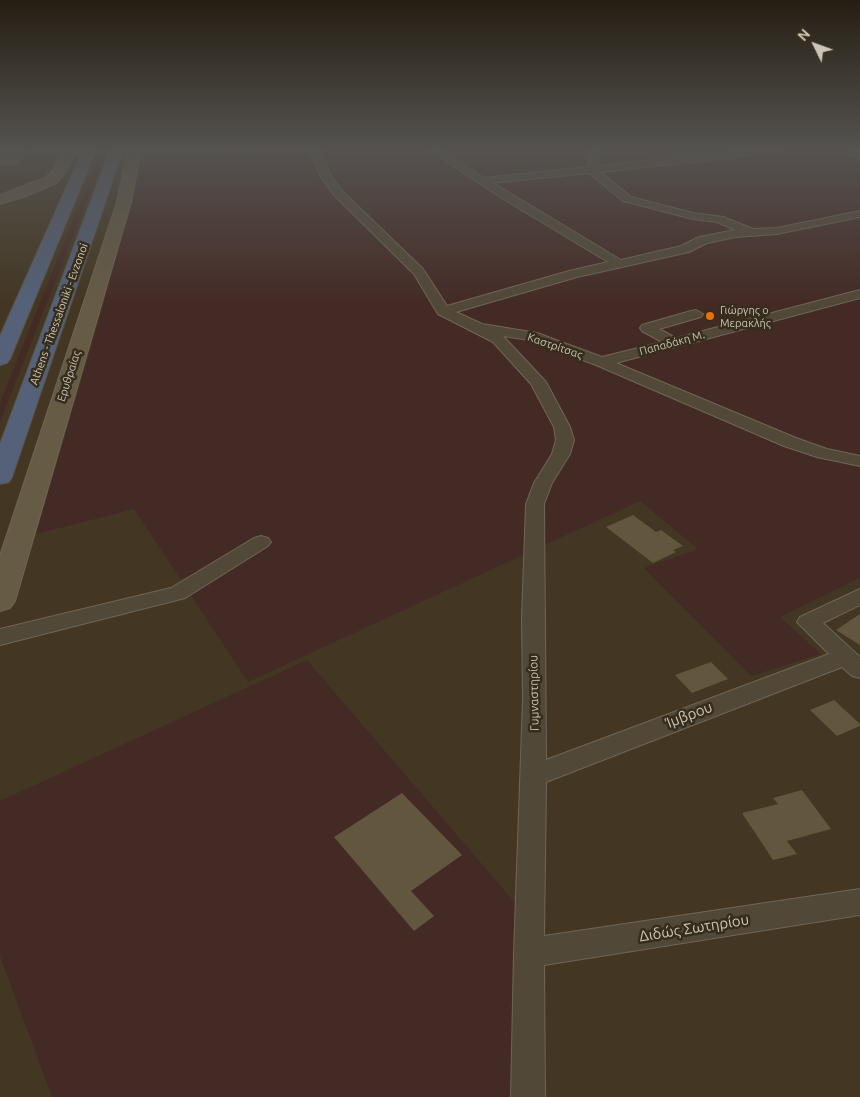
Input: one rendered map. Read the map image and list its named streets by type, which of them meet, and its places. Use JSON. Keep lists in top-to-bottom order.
{
  "streets": {
    "highway": ["Athens - Thessaloniki - Evzonoi"],
    "main road": ["Ερυθραίας"],
    "street": [
      "Παπαδάκη Μ.",
      "Καστρίτσας",
      "Γυμναστηρίου",
      "Ίμβρου",
      "Διδώς Σωτηρίου"
    ]
  },
  "crossings": [
    ["Παπαδάκη Μ.", "Καστρίτσας"],
    ["Καστρίτσας", "Γυμναστηρίου"],
    ["Γυμναστηρίου", "Ίμβρου"],
    ["Γυμναστηρίου", "Διδώς Σωτηρίου"]
  ],
  "places": ["Γιώργης ο Μερακλής"],
  "north": "top left"
}
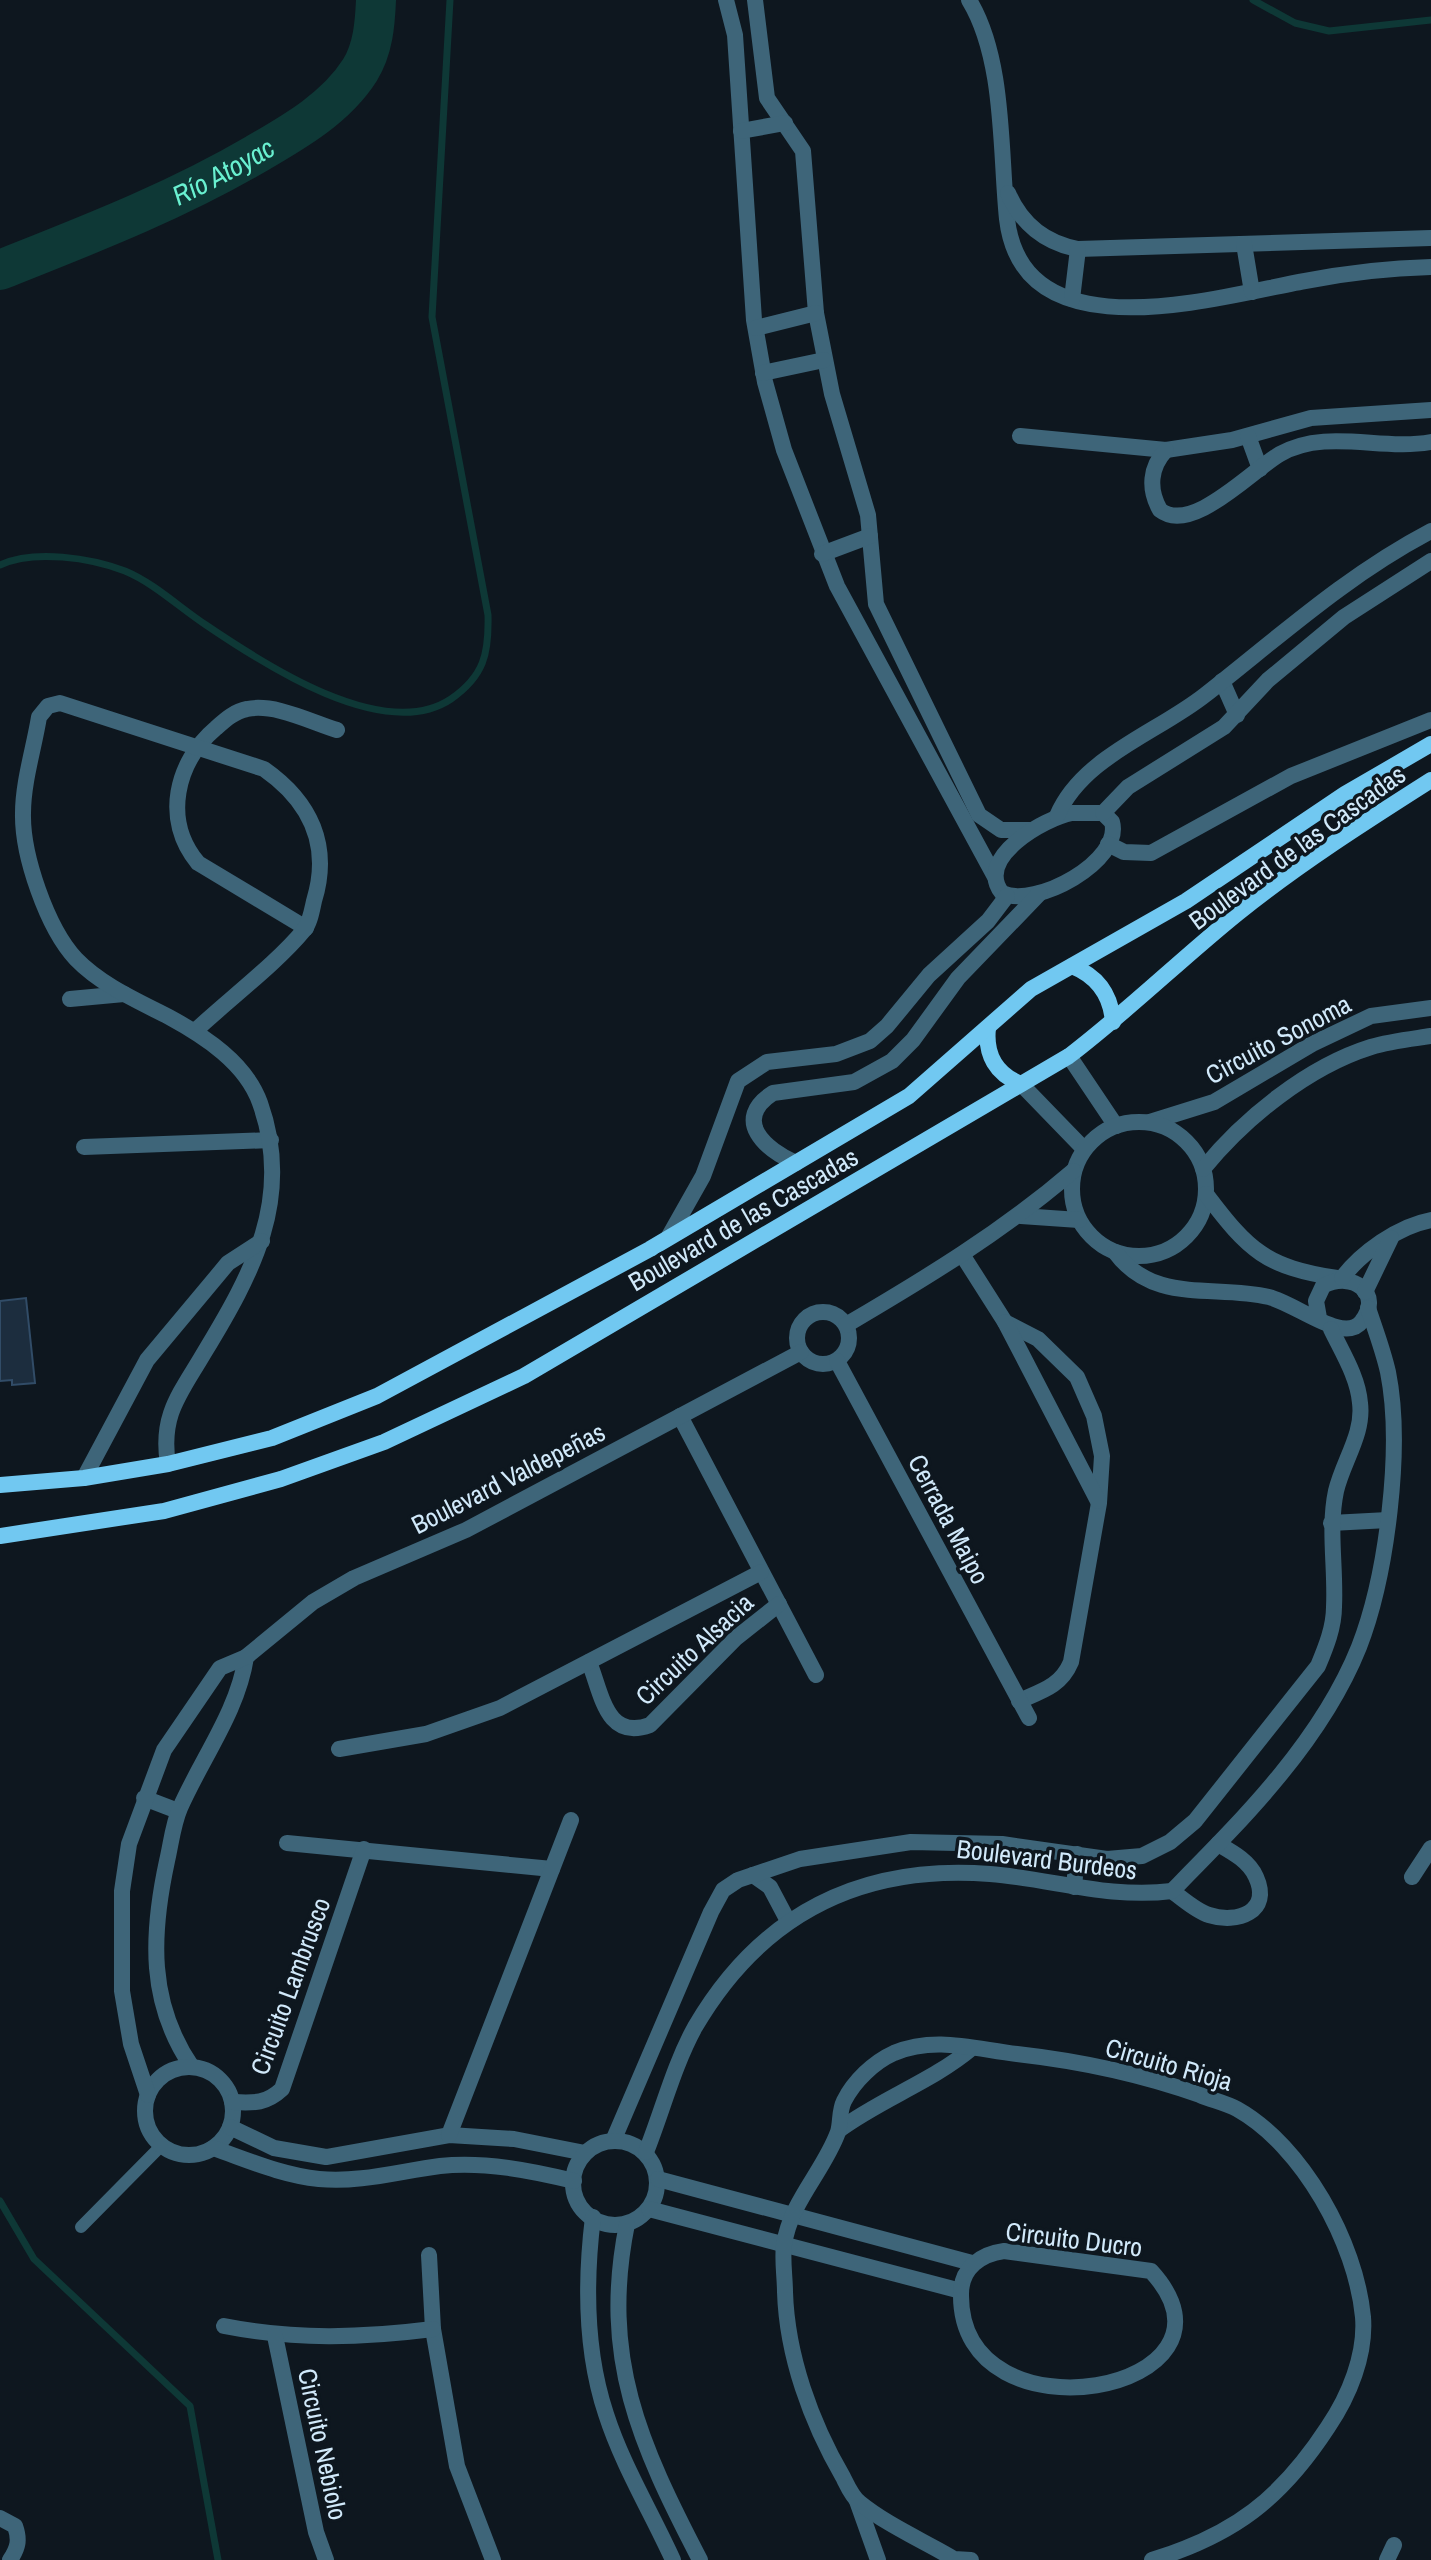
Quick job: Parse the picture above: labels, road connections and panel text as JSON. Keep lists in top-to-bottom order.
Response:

# # # # #

What is required — Except for the pictures, give the data again word for word.

Written answer —
Input: one rendered map. Read the map image and list its named streets by type, which of them meet, and its places. Use JSON. Keep lists in top-to-bottom order.
{
  "streets": {
    "highway": ["Athens - Thessaloniki - Evzonoi"],
    "main road": ["Ερυθραίας"],
    "street": [
      "Παπαδάκη Μ.",
      "Καστρίτσας",
      "Γυμναστηρίου",
      "Ίμβρου",
      "Διδώς Σωτηρίου"
    ]
  },
  "crossings": [
    ["Παπαδάκη Μ.", "Καστρίτσας"],
    ["Καστρίτσας", "Γυμναστηρίου"],
    ["Γυμναστηρίου", "Ίμβρου"],
    ["Γυμναστηρίου", "Διδώς Σωτηρίου"]
  ],
  "places": ["Γιώργης ο Μερακλής"],
  "north": "top left"
}
Quick job: Parse the picture above: labels, road connections and panel text as JSON. Keep lists in top-to-bottom order.
Response:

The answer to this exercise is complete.